──────── RECORDS FOR THIS TASK ────────

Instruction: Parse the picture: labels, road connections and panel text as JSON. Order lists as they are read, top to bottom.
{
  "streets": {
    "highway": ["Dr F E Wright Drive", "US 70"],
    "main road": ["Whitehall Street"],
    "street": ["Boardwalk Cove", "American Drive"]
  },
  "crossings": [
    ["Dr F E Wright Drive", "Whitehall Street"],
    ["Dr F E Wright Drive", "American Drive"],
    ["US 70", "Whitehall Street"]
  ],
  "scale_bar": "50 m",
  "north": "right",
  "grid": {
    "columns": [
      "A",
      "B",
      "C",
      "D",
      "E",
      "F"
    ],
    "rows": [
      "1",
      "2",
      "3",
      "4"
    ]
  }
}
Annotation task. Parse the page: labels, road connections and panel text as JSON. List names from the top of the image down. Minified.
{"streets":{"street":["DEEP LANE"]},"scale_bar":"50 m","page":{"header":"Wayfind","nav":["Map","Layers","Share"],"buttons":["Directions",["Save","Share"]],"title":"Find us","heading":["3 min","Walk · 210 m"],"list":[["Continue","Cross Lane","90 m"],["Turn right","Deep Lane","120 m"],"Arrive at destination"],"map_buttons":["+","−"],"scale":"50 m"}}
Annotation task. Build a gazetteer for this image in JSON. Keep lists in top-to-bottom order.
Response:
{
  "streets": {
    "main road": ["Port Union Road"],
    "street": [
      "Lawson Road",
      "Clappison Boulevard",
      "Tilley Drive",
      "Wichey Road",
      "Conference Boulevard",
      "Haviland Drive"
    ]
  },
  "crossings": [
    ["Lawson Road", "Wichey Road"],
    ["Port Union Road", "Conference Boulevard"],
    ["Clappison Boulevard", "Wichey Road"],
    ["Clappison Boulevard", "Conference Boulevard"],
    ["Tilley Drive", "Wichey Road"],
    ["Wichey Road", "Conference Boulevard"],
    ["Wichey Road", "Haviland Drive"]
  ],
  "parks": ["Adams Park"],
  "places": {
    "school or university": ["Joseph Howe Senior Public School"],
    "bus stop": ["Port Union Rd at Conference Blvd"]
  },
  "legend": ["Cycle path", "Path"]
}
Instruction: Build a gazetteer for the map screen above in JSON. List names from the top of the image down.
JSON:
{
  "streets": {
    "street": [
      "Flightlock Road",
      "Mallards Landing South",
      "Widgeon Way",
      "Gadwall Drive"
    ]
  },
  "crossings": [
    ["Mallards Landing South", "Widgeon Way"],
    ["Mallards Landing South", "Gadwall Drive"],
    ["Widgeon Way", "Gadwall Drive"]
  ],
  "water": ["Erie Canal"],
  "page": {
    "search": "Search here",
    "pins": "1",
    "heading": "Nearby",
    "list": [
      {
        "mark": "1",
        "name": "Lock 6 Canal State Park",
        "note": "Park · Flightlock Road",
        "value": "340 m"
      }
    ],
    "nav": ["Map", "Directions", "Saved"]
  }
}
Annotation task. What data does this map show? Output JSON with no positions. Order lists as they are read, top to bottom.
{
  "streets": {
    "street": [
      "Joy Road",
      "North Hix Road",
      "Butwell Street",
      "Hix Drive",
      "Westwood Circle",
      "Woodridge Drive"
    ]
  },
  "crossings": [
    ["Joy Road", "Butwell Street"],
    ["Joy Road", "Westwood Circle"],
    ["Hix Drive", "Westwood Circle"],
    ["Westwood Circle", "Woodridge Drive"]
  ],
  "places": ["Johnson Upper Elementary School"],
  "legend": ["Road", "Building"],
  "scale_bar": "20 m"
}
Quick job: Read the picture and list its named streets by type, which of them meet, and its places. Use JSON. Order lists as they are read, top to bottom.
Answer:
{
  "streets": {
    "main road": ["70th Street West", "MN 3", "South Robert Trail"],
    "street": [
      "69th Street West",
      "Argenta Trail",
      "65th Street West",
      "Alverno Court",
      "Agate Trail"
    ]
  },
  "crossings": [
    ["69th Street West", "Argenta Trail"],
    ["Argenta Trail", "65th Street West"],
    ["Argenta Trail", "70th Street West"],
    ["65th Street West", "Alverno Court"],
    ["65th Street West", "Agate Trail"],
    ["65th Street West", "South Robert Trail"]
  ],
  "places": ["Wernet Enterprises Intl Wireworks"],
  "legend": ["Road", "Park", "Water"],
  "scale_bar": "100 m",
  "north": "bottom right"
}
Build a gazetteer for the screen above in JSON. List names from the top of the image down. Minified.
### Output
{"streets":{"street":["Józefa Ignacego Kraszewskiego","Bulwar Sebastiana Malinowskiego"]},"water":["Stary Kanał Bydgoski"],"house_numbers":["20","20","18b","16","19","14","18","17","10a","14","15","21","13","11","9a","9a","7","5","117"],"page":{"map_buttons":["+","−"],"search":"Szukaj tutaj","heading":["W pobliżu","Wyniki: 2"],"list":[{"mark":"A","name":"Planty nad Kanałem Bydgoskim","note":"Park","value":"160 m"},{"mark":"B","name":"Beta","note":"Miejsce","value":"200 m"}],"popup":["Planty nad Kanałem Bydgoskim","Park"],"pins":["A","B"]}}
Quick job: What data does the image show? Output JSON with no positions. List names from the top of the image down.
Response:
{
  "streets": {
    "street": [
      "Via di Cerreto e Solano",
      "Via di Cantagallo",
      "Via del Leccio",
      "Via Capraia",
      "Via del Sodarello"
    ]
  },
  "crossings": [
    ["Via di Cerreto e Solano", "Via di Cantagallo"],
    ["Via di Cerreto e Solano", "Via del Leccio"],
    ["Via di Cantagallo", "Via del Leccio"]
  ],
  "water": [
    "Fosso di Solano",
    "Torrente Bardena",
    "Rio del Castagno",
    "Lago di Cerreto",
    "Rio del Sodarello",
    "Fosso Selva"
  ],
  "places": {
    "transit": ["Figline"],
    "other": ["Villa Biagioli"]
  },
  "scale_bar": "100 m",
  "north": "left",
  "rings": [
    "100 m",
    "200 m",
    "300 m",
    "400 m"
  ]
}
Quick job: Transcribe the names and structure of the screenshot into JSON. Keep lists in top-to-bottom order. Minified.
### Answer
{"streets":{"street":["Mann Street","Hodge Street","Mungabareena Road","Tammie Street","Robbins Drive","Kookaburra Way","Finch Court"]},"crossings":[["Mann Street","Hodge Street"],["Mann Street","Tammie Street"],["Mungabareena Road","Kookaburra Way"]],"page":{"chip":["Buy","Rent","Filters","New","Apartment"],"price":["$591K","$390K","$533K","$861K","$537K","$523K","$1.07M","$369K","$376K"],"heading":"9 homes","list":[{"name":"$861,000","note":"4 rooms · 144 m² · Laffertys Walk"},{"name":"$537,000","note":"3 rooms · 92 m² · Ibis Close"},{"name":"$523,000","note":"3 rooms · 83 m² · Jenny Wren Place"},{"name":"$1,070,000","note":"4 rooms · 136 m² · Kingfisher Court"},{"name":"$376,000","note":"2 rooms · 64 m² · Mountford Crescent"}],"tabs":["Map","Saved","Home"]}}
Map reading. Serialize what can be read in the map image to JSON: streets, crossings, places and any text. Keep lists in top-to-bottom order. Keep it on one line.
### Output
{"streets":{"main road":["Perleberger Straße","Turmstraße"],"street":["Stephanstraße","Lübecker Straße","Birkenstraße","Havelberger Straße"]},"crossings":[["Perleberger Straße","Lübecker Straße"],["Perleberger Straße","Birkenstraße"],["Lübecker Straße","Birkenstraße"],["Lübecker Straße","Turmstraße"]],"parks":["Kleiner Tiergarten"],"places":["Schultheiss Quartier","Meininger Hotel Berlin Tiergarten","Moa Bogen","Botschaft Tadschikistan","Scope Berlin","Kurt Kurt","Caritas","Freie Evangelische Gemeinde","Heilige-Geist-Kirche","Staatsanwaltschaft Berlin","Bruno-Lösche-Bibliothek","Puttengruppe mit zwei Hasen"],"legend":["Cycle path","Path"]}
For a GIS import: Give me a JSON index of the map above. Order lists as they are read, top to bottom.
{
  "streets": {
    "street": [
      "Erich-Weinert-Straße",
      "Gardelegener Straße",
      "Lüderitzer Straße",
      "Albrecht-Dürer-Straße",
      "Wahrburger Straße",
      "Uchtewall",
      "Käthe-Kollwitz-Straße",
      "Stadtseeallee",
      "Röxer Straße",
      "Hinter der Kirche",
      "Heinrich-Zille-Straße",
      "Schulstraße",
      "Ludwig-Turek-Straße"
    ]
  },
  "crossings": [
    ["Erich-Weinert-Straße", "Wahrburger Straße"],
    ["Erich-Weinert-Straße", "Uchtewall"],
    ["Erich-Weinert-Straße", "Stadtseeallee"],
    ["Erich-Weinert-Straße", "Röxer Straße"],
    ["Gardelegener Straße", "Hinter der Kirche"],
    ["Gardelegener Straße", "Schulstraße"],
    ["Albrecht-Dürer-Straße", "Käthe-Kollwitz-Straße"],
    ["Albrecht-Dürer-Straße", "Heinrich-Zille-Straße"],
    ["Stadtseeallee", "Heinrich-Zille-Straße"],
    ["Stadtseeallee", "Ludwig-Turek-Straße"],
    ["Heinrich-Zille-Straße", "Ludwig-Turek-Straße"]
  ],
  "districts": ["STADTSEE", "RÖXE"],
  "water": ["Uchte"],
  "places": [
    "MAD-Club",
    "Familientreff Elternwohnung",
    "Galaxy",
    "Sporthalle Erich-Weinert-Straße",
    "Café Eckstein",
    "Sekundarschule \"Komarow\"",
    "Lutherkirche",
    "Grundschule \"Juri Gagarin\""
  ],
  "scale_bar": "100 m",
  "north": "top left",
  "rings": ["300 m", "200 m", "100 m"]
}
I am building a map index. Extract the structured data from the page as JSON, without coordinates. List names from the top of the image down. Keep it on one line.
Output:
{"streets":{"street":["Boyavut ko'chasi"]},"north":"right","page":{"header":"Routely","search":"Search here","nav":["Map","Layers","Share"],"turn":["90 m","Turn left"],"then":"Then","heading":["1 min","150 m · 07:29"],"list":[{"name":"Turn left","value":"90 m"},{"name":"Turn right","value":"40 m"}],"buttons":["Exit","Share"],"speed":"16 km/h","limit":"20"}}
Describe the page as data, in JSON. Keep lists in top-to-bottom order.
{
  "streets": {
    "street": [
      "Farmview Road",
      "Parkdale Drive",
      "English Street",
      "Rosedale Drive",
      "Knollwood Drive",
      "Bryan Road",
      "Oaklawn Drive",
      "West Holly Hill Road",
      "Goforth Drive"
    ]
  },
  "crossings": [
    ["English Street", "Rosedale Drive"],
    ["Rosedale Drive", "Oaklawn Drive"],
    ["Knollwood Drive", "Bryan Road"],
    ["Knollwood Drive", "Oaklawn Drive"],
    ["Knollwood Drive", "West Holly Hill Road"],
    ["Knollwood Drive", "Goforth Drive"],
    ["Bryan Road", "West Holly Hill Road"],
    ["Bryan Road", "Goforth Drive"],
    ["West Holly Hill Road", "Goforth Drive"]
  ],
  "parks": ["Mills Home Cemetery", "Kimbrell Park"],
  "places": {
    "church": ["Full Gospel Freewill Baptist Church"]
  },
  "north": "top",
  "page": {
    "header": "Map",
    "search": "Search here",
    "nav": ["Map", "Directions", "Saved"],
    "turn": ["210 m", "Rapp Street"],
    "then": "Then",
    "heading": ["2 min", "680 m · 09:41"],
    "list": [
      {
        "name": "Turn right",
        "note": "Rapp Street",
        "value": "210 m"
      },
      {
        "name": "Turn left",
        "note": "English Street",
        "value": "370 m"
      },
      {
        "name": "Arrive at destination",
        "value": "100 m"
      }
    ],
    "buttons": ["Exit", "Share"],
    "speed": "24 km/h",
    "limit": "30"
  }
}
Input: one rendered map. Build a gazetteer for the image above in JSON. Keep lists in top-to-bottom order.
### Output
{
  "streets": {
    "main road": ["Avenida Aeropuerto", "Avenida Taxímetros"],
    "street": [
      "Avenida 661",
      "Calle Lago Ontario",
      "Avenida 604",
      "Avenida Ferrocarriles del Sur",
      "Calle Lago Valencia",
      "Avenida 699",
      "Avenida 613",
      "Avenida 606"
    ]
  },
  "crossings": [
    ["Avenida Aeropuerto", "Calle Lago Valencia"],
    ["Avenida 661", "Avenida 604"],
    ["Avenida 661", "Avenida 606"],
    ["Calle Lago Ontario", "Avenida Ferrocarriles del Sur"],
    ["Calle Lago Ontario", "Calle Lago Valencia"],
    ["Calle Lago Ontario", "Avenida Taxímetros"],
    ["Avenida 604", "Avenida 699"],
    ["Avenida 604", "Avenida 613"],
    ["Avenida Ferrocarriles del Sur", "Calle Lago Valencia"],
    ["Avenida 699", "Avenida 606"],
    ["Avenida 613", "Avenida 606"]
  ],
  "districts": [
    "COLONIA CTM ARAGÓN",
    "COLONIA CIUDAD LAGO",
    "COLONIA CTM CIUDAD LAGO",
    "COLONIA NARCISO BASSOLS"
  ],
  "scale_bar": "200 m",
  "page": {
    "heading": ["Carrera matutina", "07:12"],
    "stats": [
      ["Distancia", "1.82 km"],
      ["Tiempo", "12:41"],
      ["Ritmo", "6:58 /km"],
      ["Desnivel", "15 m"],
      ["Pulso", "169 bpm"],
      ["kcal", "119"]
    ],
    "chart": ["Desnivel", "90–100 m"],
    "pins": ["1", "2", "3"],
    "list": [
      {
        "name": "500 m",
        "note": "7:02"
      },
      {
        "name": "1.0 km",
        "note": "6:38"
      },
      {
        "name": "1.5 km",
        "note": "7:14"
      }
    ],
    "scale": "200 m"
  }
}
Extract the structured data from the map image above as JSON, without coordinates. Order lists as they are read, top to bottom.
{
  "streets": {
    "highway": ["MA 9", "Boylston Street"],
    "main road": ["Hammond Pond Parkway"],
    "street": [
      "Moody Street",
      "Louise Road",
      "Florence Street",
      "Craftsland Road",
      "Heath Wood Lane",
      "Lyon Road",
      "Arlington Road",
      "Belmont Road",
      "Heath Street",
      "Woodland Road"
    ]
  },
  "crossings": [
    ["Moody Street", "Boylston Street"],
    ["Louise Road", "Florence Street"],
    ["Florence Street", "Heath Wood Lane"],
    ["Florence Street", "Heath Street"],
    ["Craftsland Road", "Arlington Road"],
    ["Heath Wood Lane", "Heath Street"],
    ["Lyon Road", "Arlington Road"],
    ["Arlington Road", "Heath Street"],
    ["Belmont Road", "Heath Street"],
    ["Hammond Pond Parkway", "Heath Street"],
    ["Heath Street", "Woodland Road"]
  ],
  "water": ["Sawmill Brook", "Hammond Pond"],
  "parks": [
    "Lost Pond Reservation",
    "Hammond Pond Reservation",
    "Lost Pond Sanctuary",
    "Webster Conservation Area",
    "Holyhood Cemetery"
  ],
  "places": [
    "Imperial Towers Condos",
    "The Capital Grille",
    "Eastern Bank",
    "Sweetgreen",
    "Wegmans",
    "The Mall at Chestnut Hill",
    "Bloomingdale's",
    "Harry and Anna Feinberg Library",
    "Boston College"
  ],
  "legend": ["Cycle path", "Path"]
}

────────

◆ PROBLEM TO WORK ON
Copy the lines above exactly, beginning at the line that has "Describe the page" and stopping after the line that has "Input: one rendered", and omit the rest.

◆ EXERCISE RESPONSE
Describe the page as data, in JSON. Keep lists in top-to-bottom order.
{
  "streets": {
    "street": [
      "Farmview Road",
      "Parkdale Drive",
      "English Street",
      "Rosedale Drive",
      "Knollwood Drive",
      "Bryan Road",
      "Oaklawn Drive",
      "West Holly Hill Road",
      "Goforth Drive"
    ]
  },
  "crossings": [
    ["English Street", "Rosedale Drive"],
    ["Rosedale Drive", "Oaklawn Drive"],
    ["Knollwood Drive", "Bryan Road"],
    ["Knollwood Drive", "Oaklawn Drive"],
    ["Knollwood Drive", "West Holly Hill Road"],
    ["Knollwood Drive", "Goforth Drive"],
    ["Bryan Road", "West Holly Hill Road"],
    ["Bryan Road", "Goforth Drive"],
    ["West Holly Hill Road", "Goforth Drive"]
  ],
  "parks": ["Mills Home Cemetery", "Kimbrell Park"],
  "places": {
    "church": ["Full Gospel Freewill Baptist Church"]
  },
  "north": "top",
  "page": {
    "header": "Map",
    "search": "Search here",
    "nav": ["Map", "Directions", "Saved"],
    "turn": ["210 m", "Rapp Street"],
    "then": "Then",
    "heading": ["2 min", "680 m · 09:41"],
    "list": [
      {
        "name": "Turn right",
        "note": "Rapp Street",
        "value": "210 m"
      },
      {
        "name": "Turn left",
        "note": "English Street",
        "value": "370 m"
      },
      {
        "name": "Arrive at destination",
        "value": "100 m"
      }
    ],
    "buttons": ["Exit", "Share"],
    "speed": "24 km/h",
    "limit": "30"
  }
}
Input: one rendered map. Build a gazetteer for the image above in JSON. Keep lists in top-to-bottom order.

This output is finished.